Thread Subject: Real and imaginary parts of symbolic expression

Dear All,

I experience a problem getting the real and imaginary parts
of a complex expression in symbolic form.
For example I have this code and will like to know how to
get the real and imaginary parts:

clear; clc;
syms x y n
z=n*cos(x)+i*y*sin(x);
r = real(z);
m = imag(z);

The expressions I expected to get were:
r = n*cos(x) and
m = y*sin(x).

But instead I get:
r =
 
1/2*n*cos(x)+1/2*i*y*sin(x)+1/2*conj(n*cos(x)+i*y*sin(x))
 
 and

m =
 
-1/2*i*(n*cos(x)+i*y*sin(x)-conj(n*cos(x)+i*y*sin(x)))

Though these are correct, I cannot they are more
complicated and I cannot simplify them to obtain the
answers I listed above. Can anyone help me out of this?
I need to have a way of obtaining the real and imaginary
parts of any arbitrary complex expression is the actual
form without having longer expressions.

Thanks

ES

In article <g4kl0p$k1c$1@fred.mathworks.com>,
Emeka Obe <obeway@gmail.com> wrote:

>I experience a problem getting the real and imaginary parts
>of a complex expression in symbolic form.
>For example I have this code and will like to know how to
>get the real and imaginary parts:

>clear; clc;
>syms x y n
>z=n*cos(x)+i*y*sin(x);
>r = real(z);

>The expressions I expected to get were:
>r = n*cos(x) and

>But instead I get:
>r =

>1/2*n*cos(x)+1/2*i*y*sin(x)+1/2*conj(n*cos(x)+i*y*sin(x))

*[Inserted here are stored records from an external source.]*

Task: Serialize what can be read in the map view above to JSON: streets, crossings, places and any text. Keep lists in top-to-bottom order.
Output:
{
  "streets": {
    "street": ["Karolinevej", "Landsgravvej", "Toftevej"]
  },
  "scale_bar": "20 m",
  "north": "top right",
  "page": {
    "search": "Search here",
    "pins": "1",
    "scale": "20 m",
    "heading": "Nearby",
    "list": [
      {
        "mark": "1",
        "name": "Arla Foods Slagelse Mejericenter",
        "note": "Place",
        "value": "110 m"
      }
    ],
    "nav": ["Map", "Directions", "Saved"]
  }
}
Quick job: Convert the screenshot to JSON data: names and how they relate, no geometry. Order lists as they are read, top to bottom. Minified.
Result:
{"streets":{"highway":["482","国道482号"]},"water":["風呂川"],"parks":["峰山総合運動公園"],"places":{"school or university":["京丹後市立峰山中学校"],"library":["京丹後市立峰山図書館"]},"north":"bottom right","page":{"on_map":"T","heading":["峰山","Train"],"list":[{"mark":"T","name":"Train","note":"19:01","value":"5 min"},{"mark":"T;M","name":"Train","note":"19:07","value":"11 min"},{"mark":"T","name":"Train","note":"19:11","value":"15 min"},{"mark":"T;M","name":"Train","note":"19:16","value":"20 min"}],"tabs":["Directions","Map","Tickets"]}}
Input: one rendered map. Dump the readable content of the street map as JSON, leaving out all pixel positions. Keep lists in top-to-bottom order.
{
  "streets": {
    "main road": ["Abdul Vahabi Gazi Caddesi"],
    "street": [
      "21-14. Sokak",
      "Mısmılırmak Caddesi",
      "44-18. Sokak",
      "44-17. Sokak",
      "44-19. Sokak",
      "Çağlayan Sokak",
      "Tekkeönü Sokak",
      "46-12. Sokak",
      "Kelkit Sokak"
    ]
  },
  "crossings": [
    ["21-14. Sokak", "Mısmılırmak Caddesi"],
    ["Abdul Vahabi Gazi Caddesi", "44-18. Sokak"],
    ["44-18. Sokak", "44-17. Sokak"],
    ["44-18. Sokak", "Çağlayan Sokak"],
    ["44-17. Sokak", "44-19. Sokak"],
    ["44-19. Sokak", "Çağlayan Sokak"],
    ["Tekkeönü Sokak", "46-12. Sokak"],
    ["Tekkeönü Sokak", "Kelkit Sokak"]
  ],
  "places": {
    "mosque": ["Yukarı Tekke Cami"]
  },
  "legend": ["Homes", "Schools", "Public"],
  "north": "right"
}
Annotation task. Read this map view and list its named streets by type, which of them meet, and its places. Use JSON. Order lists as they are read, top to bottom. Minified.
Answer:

The output you received is correct, and your expected output is not.

Your variable y is symbolic, so the program is to produce the general
output for all possible values the symbol y could assume. That
output is for real() is *not* n*cos(x) . Simple proof: suppose y was 5*i .
real(n*cos(x) + i*i*5*sin(x)) is real(n*cos(x) - 5*sin(x))
which is different than your proposed answer of n*cos(x) .

The hidden assumption in your proposed expression is that none of
n, x, or y are complex: if any of them are complex then your
proposed output is incorrect. If that assumption is in fact valid
for your problem domain, then in order to have your proposed output
appear automatically, tell matlab about those assumptions.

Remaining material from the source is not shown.